_WORK TASK_
Only the lines of the data holding the string "white" need to be returned.

_DATA EXTRACTS_
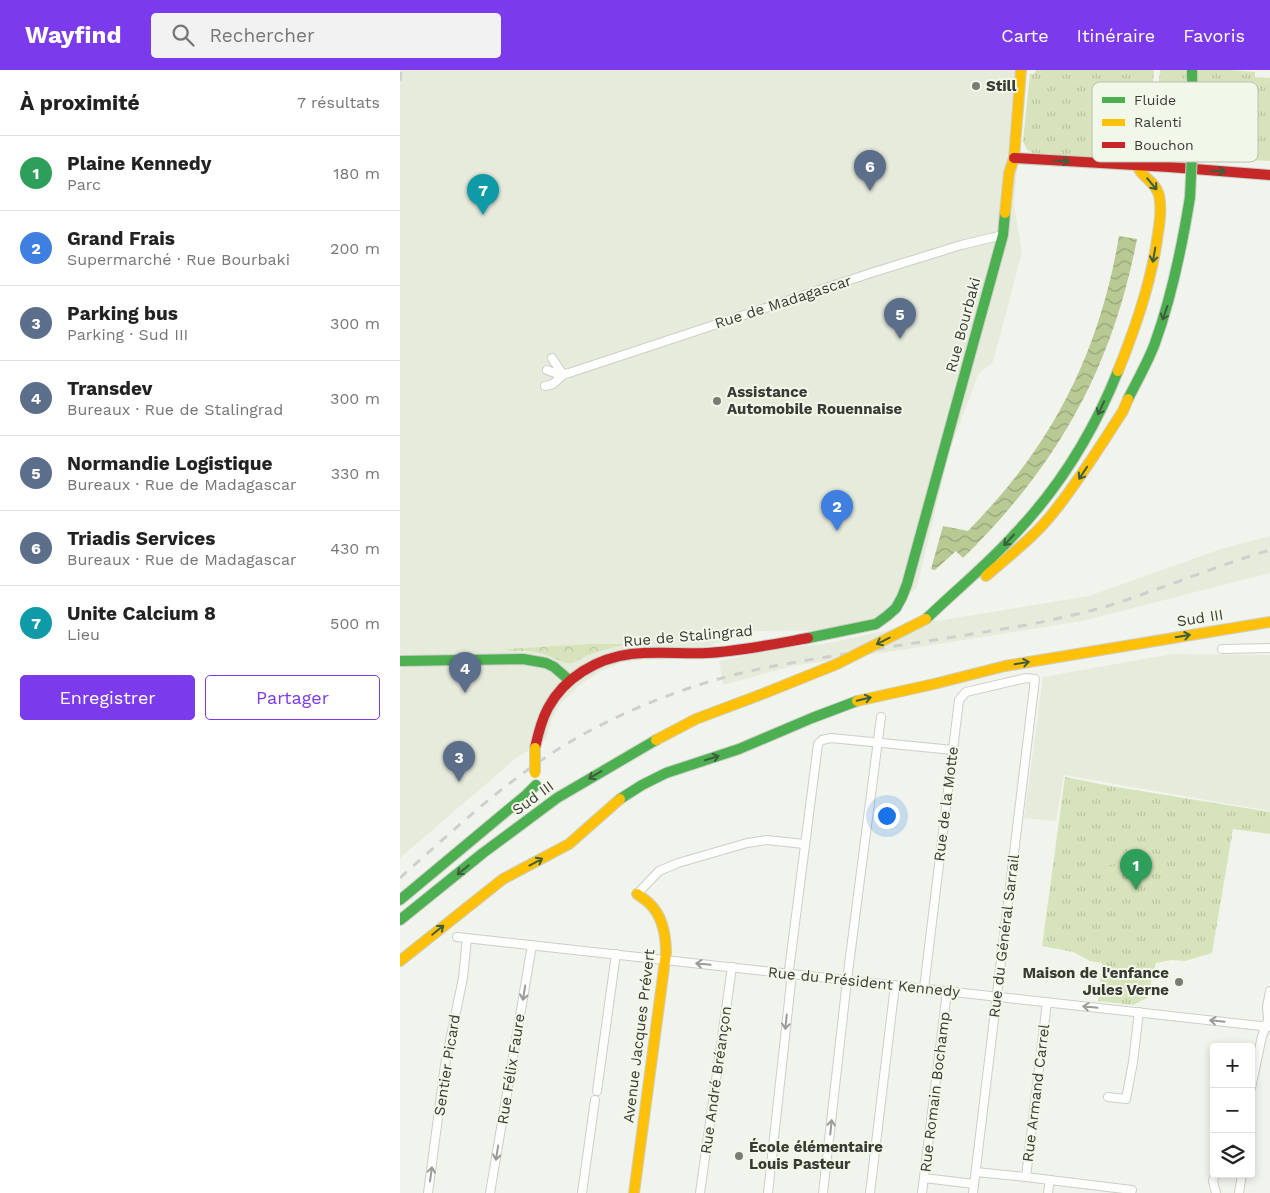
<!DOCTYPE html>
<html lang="fr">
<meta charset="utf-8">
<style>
body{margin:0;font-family:"Work Sans",sans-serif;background:#f2f2f2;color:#222}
.controls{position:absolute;right:15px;bottom:15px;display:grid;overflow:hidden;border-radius:5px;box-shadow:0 2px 8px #0003}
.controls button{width:45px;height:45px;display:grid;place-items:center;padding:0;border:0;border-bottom:1px solid #e0e0e0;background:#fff;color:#222;font:25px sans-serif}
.you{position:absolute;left:486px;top:745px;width:18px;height:18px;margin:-12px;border:4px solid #fff;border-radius:50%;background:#1a73e8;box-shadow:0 0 0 8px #1a73e833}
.badge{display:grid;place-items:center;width:32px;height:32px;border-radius:50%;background:#7c3aed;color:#fff;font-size:16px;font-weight:700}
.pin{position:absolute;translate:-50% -41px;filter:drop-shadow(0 1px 2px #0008)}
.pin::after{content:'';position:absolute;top:26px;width:18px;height:15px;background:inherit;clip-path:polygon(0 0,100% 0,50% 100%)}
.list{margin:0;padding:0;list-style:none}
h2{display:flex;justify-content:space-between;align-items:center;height:65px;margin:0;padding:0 20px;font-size:21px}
h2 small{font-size:16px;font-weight:400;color:#767676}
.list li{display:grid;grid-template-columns:32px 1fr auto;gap:15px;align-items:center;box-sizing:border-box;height:75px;padding:0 20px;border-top:1px solid #e0e0e0}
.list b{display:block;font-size:19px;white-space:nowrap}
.list p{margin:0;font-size:16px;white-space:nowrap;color:#767676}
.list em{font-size:16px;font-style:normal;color:#767676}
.actions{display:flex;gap:10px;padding:15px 20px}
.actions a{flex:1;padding:11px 0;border:1px solid #7c3aed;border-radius:5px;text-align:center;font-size:18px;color:#7c3aed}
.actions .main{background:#7c3aed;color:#fff}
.icon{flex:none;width:28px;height:28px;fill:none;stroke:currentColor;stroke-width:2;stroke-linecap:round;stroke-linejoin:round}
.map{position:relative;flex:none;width:870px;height:1123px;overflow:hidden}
header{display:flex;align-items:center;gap:30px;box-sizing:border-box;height:70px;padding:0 25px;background:#7c3aed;color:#fff}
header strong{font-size:24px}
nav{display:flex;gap:28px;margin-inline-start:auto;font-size:18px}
.search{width:350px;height:45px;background:#f2f2f2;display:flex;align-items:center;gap:12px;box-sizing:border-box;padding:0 18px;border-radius:5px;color:#767676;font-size:19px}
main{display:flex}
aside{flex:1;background:#fff}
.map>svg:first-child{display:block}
.built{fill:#e6ebdc}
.grass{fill:url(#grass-tufts)}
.forest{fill:url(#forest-crowns)}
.pitch{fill:#d7e4bb}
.water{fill:url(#water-waves)}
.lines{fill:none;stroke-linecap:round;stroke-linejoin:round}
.street-casing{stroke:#cccec8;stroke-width:10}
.fast-casing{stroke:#cccec8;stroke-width:12}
.slow-casing{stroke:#cccec8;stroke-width:12}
.jam-casing{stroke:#cccec8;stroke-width:12}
.street{stroke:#fdfdfc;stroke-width:8}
.fast{stroke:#4caf50;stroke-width:10}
.slow{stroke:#ffc107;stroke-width:10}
.jam{stroke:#c62828;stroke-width:10}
.rail{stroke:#cfd0cd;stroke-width:3;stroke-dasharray:9 9;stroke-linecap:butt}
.fast-bridge-casing{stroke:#cccec8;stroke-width:12;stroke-linecap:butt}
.slow-bridge-casing{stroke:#cccec8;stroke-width:12;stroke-linecap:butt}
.fast-bridge{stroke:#4caf50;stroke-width:10}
.slow-bridge{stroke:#ffc107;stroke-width:10}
.oneway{stroke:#3e5d3c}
.oneway2{stroke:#9a9c98}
.poi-dot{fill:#797b74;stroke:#f2f8e9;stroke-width:2}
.labels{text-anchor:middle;stroke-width:4;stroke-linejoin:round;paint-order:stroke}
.poi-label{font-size:15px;font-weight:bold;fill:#383a34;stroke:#f2f8e9;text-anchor:start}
.street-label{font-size:15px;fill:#383a34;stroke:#f2f8e9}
.key{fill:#f2f8e9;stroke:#babfb3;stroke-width:1}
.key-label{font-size:14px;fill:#383a34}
</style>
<header>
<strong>Wayfind</strong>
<div class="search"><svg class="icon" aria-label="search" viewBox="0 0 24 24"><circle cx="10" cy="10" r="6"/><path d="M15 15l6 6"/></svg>Rechercher</div>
<nav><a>Carte</a><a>Itinéraire</a><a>Favoris</a></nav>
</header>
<main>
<aside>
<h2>À proximité<small>7 résultats</small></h2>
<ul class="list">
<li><span class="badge" style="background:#2e9e5b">1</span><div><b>Plaine Kennedy</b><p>Parc</p></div><em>180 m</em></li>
<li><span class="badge" style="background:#3f7fe0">2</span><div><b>Grand Frais</b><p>Supermarché · Rue Bourbaki</p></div><em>200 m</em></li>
<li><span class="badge" style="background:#5c6f8a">3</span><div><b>Parking bus</b><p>Parking · Sud III</p></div><em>300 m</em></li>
<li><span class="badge" style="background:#5c6f8a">4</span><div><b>Transdev</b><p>Bureaux · Rue de Stalingrad</p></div><em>300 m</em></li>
<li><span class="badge" style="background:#5c6f8a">5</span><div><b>Normandie Logistique</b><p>Bureaux · Rue de Madagascar</p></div><em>330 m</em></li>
<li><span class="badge" style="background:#5c6f8a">6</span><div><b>Triadis Services</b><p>Bureaux · Rue de Madagascar</p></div><em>430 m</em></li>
<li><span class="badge" style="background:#0f9aa8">7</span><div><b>Unite Calcium 8</b><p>Lieu</p></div><em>500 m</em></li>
</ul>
<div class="actions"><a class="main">Enregistrer</a><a>Partager</a></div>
</aside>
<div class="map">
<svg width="870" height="1123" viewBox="0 0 870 1123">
<defs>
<pattern id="grass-tufts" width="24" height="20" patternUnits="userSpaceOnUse" patternTransform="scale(1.25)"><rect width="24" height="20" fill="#d7e4bb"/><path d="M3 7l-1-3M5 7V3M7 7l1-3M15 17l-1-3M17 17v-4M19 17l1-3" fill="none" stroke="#b9c4a1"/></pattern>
<pattern id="forest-crowns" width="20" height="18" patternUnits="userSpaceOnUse" patternTransform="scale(1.25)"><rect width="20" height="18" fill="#d7e4bb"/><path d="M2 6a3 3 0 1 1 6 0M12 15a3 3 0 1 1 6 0" fill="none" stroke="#b9c4a1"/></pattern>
<pattern id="water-waves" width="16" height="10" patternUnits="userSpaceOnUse" patternTransform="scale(1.25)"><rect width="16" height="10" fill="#b8c994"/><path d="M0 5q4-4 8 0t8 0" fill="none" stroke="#97a47a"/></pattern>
</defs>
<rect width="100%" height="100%" fill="#f1f4ec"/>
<g class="built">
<path d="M0,0H626L614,135L622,182L593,292L579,303L550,379L517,517L493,541L468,560L354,561L271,589L241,590L223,592L199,602L181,614L161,633L152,649L146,669L115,689L0,788V603L3,586H0Z"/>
<path d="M870,466V503L682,551L507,579L392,596L323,615L319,591L378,579L430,573L506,556L689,526L821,479Z"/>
<path d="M772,584L870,585V741L664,705L656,751L624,748L643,607Z"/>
</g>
<g class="grass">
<path d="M636,0H754L749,66C751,75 755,81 762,86V92L636,85L627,80L623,71L630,4H634Z"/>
<path d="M760,0H830L855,2V7L870,8V91L782,86C767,81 758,72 755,56Z"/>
<path d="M665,707L710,716L870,742V764L833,759L812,883L785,891L772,890L756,893L747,928L733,935L698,931L702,893L690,891L673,882L642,876Z"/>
</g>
<path class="forest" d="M187,574H227L200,581L184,587L173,593H166L144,584L129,581H109L107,579Z"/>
<path class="pitch" d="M720,778L722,779L725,787L724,791L704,797L700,796L698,788L700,785Z"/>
<path class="water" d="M719,166L737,169C712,299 657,396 563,488L556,481L535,500L531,499L543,456L568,461C583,445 599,428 613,410C671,338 704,256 719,166Z"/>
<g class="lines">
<g class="street-casing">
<g id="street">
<path d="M152,288L163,305"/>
<path d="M147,300C155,304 161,305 169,303L471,203L561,175L603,165"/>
<path d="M145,316L153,314L163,305"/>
<path d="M822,579L870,578"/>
<path d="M237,824L259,801L278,793L347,773L367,770L404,774"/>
<path d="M57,867L870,957"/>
<path d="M524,918L559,630L566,622L626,608L635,609L573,1123"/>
<path d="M647,932L626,1107L650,1110L648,1123"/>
<path d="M868,948L867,937L870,921"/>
<path d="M851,1018L862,966L870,945"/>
<path d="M197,1021L216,884"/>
<path d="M708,1027L726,1029L733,992L739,942"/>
<path d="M576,1102L626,1107"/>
<path d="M815,1104L813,1111L816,1123"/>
<path d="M524,1108L574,1114"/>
<path d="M650,1110L732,1120L731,1123"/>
<path d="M28,1123L45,995L63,908L67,868"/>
<path d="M90,1123L132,875"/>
<path d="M182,1123L195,1030"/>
<path d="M300,1123L332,897"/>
<path d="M368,1123L391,912L388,903L389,900L418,674L422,670L431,668L553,680"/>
<path d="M423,1123L447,910L481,647"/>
<path d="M470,1123L495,915"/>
<path d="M522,1123L547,921"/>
<path d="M839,1123L842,1104"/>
</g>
</g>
<g class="fast-casing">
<g id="fast">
<path d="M728,329C737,311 748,292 755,273C772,226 782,177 790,127"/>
<path d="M526,549C555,521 587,495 614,465C659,418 694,361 718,301"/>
<path d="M408,568L476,554L487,546L496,538L502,527L507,514L603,165L605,143"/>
<path d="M0,591L123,589L146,593L154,597L169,610"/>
<path d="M220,729L242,715L266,703L339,679L412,648L457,631"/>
<path d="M0,830L126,725L136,715"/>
<path d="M0,850L83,783L157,728L256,670"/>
</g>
</g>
<g class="slow-casing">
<g id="slow">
<path d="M605,143L609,103L614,88L621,0"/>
<path d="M718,301C736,257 752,211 758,163C760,151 762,137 759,125C754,109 742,109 737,95"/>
<path d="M586,506C609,486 634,467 653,443C679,411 701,375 723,341L728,329"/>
<path d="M457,631L534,614L605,596L870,552"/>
<path d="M256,670L296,649L365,623"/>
<path d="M0,891L103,809L169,774L220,729"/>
<path d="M234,1123L266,883C266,865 263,847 250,834C246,830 241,827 237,824"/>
</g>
</g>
<g class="jam-casing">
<g id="jam">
<path d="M614,88L769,97L870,105"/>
<path d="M135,678C138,664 141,651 148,638C164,608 197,588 231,584C256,581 281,584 307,583C341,581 375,574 408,568"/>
</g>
</g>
<use href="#street" class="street"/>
<use href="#fast" class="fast"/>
<use href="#slow" class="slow"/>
<use href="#jam" class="jam"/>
<g class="rail">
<path d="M0,11L1,0"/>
<path d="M0,808C49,764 97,719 152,683C209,646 283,616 350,601C391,592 434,586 476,579C528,571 580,563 633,554C659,548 685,543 711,535C764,518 816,496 870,480"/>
</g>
<g class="fast-bridge-casing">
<path id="fast-bridge" d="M790,127L793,62L792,0"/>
</g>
<g class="slow-bridge-casing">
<g id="slow-bridge">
<path d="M365,623L437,594L526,549"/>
<path d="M135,678V703"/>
</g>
</g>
<use href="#fast-bridge" class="fast-bridge"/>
<use href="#slow-bridge" class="slow-bridge"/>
</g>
<defs><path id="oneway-shaft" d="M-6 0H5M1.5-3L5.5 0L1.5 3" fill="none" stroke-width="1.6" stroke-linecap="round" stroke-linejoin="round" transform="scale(1.25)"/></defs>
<g class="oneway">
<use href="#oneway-shaft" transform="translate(662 91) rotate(4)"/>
<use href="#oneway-shaft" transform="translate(818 101) rotate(4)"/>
<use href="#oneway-shaft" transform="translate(752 114) rotate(50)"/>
<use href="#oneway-shaft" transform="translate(754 185) rotate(100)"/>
<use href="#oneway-shaft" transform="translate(765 243) rotate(109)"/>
<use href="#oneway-shaft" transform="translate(701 338) rotate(115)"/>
<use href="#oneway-shaft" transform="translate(683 403) rotate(124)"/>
<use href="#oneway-shaft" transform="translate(609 470) rotate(133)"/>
<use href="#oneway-shaft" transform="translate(783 566) rotate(-9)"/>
<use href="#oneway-shaft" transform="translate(483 571) rotate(153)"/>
<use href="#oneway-shaft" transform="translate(622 593) rotate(-9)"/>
<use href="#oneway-shaft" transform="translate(464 629) rotate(-14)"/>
<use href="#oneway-shaft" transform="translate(312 688) rotate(-17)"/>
<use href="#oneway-shaft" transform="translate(195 705) rotate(149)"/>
<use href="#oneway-shaft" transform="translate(136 792) rotate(-28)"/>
<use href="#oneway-shaft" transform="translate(63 800) rotate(141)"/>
<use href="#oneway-shaft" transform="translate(38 860) rotate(-39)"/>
</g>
<g class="oneway2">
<use href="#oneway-shaft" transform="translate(303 894) rotate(-174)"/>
<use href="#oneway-shaft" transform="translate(124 923) rotate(99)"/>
<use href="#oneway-shaft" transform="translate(690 937) rotate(-174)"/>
<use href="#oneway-shaft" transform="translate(817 951) rotate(-174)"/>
<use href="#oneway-shaft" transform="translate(386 952) rotate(96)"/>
<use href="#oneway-shaft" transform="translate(431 1057) rotate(-84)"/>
<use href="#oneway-shaft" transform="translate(97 1083) rotate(99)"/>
<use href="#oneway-shaft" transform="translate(31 1104) rotate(-82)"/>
</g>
<g class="poi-dot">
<circle cx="576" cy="16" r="5"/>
<circle cx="317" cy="331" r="5"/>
<circle cx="779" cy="912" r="5"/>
<circle cx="339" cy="1086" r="5"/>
</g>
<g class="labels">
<g class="poi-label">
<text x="586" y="21">Still</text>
<text x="327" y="327">Assistance<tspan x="327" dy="17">Automobile Rouennaise</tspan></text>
<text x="769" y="908" text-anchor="end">Maison de l'enfance<tspan x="769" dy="17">Jules Verne</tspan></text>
<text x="349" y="1082">École élémentaire<tspan x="349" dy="17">Louis Pasteur</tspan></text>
</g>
<g class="street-label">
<text transform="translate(383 232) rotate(-18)" y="5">Rue de Madagascar</text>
<text transform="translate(563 255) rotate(-75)" y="5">Rue Bourbaki</text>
<text transform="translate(800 548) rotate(-9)" y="5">Sud III</text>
<text transform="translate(288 566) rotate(-5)" y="5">Rue de Stalingrad</text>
<text transform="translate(133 728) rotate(-36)" y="5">Sud III</text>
<text transform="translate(546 734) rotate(-83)" y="5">Rue de la Motte</text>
<text transform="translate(604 866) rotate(-83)" y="5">Rue du Général Sarrail</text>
<text transform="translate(464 912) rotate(6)" y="5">Rue du Président Kennedy</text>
<text transform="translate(239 966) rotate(-83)" y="5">Avenue Jacques Prévert</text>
<text transform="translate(47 995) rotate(-81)" y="5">Sentier Picard</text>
<text transform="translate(111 999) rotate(-81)" y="5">Rue Félix Faure</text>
<text transform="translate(316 1010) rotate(-82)" y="5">Rue André Bréançon</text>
<text transform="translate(535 1022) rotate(-83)" y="5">Rue Romain Bochamp</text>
<text transform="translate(636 1023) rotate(-83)" y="5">Rue Armand Carrel</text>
</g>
</g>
<rect x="692" y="12" width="166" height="80" rx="8" class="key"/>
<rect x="702" y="27" width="23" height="6" fill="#4caf50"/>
<rect x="702" y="49" width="23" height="7" fill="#ffc107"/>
<rect x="702" y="72" width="23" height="6" fill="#c62828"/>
<g class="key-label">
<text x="734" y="35">Fluide</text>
<text x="734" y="57">Ralenti</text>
<text x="734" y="80">Bouchon</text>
</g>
</svg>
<div class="controls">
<button>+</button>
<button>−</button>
<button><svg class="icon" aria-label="layers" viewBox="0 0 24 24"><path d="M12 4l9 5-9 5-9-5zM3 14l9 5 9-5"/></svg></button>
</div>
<div class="you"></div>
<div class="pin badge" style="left:736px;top:820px;background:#2e9e5b">1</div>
<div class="pin badge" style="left:437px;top:461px;background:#3f7fe0">2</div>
<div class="pin badge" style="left:59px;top:712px;background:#5c6f8a">3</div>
<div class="pin badge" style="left:65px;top:623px;background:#5c6f8a">4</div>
<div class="pin badge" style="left:500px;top:269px;background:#5c6f8a">5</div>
<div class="pin badge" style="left:470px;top:121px;background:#5c6f8a">6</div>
<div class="pin badge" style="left:83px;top:145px;background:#0f9aa8">7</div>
</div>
</main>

_RESPONSE_
.list b{display:block;font-size:19px;white-space:nowrap}
.list p{margin:0;font-size:16px;white-space:nowrap;color:#767676}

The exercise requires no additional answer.